The goals of pharmacotherapy are to reduce plasma calcium levels, to prevent complications, and to reduce morbidity. As previously mentioned, 0.05 mol, 1.5% neutral disodium EDTA can be applied to the corneal surface to aid in superficial debridement for band keratopathy. Weck-cel sponges soaked in this solution can be used for this purpose, or the solution can be placed in a water bath over the cornea to limit ocular exposure. After debridement, the eye should be thoroughly irrigated to remove EDTA solution from the conjunctival surface and fornices.
Lee et al (2018) described another source of EDTA for use in the treatment of band keratopathy. Dipotassium-EDTA (K2-EDTA) is often used in blood draw tubes; EDTA can be obtained by rinsing these tubes with balanced salt solution and collecting the fluid. Calcific band keratopathy has been successfully treated using this solution.[17]
Clinical Context: This compound chelates with many divalent and trivalent metals.
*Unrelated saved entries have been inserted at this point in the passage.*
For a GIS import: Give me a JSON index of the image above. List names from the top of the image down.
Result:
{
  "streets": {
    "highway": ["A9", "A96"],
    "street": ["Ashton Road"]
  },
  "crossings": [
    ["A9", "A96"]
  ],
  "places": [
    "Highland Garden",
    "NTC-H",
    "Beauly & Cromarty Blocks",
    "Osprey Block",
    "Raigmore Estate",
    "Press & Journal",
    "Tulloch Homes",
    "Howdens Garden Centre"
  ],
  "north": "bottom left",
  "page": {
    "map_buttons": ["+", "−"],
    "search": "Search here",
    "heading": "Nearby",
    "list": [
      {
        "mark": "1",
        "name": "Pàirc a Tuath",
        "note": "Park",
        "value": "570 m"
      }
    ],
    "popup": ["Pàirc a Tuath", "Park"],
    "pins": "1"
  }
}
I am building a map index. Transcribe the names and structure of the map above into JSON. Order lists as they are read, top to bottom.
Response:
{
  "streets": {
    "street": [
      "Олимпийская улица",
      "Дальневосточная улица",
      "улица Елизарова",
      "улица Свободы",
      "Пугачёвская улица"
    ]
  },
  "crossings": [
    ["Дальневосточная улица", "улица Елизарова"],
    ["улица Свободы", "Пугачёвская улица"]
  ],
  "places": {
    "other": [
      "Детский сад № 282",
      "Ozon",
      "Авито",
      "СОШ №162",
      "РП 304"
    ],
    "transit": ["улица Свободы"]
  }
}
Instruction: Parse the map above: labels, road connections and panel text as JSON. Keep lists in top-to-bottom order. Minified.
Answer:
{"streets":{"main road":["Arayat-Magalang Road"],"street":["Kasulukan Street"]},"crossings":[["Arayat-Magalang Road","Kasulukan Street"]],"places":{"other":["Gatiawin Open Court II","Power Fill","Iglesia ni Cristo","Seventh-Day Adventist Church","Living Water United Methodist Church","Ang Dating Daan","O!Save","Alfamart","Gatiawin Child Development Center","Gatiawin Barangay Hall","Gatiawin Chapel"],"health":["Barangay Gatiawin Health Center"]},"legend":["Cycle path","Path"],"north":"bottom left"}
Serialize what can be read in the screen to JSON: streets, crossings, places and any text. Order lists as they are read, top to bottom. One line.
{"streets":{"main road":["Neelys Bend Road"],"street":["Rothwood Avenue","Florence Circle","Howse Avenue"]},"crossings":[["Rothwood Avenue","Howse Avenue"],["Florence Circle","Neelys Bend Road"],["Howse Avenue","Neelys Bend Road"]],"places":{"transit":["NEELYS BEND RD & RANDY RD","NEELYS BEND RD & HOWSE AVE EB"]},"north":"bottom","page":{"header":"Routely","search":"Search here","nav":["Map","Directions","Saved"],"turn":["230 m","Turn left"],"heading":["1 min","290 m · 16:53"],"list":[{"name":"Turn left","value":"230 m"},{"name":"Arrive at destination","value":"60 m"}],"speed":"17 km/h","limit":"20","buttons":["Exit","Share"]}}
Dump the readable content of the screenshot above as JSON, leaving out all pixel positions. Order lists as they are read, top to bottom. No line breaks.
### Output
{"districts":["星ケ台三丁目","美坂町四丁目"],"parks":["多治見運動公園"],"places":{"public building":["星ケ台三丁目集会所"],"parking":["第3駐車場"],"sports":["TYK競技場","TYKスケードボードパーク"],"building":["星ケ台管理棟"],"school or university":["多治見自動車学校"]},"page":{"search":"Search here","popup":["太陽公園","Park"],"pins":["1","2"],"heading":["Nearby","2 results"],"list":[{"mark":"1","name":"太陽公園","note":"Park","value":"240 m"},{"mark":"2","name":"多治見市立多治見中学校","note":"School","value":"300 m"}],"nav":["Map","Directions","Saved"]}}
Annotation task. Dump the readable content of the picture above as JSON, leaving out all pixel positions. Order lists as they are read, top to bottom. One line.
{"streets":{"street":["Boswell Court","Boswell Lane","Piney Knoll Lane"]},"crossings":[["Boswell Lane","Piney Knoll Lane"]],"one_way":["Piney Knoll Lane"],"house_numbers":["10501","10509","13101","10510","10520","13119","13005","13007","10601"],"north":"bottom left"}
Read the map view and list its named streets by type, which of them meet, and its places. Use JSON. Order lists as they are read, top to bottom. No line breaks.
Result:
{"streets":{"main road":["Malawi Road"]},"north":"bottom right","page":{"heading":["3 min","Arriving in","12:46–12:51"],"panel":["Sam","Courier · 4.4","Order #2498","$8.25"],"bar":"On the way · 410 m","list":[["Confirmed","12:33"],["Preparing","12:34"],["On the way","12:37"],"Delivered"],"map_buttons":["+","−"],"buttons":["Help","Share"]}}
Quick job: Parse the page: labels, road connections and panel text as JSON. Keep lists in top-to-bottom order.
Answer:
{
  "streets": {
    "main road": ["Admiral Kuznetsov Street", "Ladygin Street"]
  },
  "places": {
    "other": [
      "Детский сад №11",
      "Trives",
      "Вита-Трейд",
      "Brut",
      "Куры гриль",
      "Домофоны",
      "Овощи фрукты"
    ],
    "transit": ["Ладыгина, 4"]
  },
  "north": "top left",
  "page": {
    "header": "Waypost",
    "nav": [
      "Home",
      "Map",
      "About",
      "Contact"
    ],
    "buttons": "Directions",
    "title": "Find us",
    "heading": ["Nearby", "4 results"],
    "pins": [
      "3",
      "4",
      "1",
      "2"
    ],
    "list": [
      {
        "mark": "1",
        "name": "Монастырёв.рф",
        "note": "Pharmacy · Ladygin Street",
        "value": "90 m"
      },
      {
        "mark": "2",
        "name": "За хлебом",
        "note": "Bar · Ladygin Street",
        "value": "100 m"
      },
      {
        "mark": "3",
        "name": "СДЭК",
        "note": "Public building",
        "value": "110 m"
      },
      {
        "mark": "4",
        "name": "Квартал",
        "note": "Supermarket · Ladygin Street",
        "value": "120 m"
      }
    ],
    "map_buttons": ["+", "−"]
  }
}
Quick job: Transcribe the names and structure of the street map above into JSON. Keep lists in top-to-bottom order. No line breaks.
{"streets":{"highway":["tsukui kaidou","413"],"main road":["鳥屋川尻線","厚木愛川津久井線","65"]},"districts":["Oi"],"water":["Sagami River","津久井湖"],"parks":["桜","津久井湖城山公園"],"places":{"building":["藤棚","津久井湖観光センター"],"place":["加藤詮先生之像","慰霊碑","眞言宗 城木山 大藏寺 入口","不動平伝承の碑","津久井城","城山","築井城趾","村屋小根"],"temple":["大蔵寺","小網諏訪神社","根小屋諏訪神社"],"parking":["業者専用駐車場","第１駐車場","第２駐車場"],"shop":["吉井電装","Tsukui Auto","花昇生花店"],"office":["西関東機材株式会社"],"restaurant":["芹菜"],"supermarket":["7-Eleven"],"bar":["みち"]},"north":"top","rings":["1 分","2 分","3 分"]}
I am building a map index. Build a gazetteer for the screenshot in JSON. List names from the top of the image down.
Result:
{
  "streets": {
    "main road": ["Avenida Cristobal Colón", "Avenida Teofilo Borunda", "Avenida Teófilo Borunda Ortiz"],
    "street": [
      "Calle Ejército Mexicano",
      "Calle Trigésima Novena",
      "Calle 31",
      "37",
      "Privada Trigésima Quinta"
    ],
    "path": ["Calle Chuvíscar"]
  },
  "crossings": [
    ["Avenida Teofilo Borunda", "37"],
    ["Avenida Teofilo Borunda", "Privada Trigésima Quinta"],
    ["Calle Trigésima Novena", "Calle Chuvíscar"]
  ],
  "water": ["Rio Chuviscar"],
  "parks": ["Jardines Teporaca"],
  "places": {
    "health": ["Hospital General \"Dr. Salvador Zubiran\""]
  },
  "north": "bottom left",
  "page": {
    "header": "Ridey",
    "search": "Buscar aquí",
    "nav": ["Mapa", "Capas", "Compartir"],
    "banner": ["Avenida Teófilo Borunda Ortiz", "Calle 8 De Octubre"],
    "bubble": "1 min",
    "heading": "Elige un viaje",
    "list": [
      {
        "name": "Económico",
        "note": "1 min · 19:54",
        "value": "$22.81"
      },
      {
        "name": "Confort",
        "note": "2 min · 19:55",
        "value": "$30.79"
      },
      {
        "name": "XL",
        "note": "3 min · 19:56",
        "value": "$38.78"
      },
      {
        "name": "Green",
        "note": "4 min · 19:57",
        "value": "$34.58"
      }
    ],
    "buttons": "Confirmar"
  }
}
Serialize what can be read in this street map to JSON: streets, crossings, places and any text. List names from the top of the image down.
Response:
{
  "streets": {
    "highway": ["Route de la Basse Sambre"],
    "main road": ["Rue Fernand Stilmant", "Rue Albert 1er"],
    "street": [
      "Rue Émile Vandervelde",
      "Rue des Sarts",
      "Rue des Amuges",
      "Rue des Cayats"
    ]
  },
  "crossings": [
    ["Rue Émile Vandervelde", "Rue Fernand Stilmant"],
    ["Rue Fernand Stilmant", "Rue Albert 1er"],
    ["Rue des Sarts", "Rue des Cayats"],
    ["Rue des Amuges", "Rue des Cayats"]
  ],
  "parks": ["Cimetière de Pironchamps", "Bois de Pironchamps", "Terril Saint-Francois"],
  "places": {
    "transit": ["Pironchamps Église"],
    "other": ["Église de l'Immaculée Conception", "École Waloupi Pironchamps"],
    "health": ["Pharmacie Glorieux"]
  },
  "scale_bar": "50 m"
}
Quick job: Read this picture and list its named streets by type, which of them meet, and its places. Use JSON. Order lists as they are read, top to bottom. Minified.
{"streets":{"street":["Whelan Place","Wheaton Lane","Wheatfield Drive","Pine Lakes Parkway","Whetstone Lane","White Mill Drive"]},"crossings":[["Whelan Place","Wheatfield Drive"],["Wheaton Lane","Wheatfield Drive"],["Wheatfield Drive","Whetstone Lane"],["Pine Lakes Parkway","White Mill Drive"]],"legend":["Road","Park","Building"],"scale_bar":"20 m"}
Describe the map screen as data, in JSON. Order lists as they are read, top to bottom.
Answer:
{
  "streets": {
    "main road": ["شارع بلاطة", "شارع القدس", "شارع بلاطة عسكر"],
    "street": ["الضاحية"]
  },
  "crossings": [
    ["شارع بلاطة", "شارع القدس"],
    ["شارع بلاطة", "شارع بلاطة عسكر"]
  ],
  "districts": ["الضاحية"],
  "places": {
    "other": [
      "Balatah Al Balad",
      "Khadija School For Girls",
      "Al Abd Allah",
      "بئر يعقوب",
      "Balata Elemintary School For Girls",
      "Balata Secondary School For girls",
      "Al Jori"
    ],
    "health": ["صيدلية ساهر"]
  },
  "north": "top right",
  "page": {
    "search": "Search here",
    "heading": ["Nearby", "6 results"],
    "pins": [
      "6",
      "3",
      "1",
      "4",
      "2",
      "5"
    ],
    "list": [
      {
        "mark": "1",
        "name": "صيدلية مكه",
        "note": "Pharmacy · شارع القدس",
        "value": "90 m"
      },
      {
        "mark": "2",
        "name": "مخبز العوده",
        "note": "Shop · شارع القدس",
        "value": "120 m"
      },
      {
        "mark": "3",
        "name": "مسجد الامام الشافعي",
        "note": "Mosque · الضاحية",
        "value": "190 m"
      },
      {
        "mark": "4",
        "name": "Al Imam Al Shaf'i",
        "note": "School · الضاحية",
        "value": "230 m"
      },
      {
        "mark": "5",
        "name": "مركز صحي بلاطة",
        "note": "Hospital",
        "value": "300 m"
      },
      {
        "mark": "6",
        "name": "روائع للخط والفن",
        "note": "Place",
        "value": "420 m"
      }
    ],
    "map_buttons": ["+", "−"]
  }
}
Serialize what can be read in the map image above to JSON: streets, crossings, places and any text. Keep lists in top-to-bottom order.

Because of its affinity for calcium, it lowers serum calcium levels during intravenous (IV) infusion. Slow infusion causes mobilization of extracirculatory calcium stores. Edetate calcium disodium also chelates with other polyvalent metals, therefore increasing urinary excretion of magnesium, zinc, and other trace elements. Although it does not chelate with potassium, it may reduce the serum potassium level. Do not use this medication for lead toxicity.
Edentate calcium disodium is indicated for the emergency treatment of hypercalcemia but is rarely used, since newer drugs are now available to treat this indication. It must be specially compounded and buffered for topical formulation. This medication is not indicated for the treatment of band keratopathy or recovery after superficial or lamellar keratectomy.